BEGIN PROVIDED DATA

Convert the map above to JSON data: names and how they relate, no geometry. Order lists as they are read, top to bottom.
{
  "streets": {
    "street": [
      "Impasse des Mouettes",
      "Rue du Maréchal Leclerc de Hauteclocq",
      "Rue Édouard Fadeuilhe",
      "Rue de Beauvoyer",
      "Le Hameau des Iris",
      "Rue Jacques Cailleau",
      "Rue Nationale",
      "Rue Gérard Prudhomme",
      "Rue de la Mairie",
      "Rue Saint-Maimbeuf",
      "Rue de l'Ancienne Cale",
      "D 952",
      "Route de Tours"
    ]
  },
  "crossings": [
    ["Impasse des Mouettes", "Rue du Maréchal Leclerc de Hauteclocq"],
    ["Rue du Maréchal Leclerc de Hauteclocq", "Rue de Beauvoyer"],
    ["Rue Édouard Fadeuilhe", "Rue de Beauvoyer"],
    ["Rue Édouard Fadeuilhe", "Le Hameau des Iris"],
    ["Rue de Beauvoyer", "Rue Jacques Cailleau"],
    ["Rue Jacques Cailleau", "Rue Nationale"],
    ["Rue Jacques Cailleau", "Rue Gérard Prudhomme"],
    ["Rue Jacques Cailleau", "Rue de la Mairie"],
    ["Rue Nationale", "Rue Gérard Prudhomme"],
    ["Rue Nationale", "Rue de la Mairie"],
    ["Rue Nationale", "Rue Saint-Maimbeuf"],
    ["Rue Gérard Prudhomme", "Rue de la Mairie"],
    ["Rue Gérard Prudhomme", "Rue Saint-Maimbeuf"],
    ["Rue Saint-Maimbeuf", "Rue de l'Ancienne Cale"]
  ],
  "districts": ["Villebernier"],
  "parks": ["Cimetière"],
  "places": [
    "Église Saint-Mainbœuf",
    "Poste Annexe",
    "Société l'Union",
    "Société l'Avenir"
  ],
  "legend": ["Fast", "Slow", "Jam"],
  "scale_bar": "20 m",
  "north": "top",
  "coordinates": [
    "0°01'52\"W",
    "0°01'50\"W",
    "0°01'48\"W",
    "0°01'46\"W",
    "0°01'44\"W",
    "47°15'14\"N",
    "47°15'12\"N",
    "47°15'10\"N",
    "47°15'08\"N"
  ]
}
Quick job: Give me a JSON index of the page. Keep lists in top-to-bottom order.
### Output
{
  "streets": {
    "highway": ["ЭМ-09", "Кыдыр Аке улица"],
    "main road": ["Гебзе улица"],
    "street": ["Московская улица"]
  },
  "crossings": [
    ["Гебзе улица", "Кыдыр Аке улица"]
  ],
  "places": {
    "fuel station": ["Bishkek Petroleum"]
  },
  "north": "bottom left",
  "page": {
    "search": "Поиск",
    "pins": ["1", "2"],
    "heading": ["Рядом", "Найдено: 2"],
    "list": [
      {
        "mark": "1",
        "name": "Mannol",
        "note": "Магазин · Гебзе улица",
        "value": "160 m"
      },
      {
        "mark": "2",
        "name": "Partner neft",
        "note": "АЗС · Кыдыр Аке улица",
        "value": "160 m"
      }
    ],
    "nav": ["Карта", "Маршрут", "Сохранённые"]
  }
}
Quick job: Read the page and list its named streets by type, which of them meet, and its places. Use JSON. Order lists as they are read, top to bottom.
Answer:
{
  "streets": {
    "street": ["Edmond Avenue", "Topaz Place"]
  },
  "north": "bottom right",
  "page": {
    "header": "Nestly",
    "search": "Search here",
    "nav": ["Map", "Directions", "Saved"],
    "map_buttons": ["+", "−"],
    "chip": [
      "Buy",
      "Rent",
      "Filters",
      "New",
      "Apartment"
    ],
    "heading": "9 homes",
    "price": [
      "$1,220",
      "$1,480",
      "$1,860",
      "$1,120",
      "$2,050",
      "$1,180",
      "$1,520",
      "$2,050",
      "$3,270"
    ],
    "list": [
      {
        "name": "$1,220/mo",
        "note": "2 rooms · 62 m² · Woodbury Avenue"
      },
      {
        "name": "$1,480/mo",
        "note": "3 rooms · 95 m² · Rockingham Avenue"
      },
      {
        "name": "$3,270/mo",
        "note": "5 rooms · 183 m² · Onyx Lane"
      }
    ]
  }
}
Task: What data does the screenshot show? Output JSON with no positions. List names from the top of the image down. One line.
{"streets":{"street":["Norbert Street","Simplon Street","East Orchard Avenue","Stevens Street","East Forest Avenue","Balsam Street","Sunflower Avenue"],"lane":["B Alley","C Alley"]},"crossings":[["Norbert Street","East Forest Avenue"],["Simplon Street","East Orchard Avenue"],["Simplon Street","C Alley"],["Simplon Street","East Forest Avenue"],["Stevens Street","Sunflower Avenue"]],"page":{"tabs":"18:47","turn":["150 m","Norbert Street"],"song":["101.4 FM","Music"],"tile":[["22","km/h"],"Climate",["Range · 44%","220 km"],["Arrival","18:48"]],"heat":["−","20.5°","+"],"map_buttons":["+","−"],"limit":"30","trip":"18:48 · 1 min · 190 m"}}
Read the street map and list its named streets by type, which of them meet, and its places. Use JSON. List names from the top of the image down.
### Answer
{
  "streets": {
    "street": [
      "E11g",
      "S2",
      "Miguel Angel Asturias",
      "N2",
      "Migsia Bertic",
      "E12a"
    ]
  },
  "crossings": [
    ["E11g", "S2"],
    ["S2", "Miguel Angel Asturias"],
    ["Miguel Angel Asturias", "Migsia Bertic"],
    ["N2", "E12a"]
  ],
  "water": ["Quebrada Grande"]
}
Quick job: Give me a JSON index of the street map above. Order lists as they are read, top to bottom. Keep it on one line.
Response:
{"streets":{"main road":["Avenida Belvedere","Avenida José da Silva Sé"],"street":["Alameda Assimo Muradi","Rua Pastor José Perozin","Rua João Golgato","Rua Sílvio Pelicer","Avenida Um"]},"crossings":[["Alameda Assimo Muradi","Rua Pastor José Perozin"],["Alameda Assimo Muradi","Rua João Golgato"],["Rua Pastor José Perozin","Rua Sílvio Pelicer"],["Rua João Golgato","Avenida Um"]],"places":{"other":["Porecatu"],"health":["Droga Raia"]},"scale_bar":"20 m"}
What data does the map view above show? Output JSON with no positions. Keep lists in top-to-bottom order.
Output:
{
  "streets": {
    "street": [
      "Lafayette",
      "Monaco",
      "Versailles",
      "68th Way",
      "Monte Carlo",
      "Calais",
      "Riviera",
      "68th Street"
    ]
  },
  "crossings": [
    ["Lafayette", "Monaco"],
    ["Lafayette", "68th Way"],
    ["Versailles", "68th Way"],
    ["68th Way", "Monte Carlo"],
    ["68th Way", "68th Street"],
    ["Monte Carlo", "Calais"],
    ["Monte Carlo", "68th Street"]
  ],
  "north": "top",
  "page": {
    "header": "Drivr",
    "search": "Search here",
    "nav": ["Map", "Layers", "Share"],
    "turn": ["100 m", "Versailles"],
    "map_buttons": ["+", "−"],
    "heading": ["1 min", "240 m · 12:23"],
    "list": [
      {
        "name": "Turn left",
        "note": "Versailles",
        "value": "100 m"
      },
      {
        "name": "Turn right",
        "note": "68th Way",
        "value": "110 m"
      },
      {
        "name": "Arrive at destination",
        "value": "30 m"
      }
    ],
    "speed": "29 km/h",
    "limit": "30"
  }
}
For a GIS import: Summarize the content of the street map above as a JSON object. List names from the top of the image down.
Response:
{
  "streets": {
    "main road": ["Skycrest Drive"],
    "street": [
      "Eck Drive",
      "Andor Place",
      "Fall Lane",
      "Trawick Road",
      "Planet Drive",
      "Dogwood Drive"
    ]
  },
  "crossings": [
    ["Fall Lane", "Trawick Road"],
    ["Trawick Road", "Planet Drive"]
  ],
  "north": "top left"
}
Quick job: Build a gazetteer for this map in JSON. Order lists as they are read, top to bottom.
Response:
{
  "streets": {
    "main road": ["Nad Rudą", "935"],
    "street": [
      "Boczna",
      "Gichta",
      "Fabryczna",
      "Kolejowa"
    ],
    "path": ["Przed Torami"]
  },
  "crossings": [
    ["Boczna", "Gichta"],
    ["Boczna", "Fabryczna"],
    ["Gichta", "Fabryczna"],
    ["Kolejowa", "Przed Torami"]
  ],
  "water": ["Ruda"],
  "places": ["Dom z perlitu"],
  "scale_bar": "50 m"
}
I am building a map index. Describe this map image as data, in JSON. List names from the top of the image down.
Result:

END PROVIDED DATA

» ABOUT THIS TASK
Return, without any change, only the lines from the one containing "I am building" through the last line of the entries above.

» TASK SOLUTION
I am building a map index. Describe this map image as data, in JSON. List names from the top of the image down.
Result:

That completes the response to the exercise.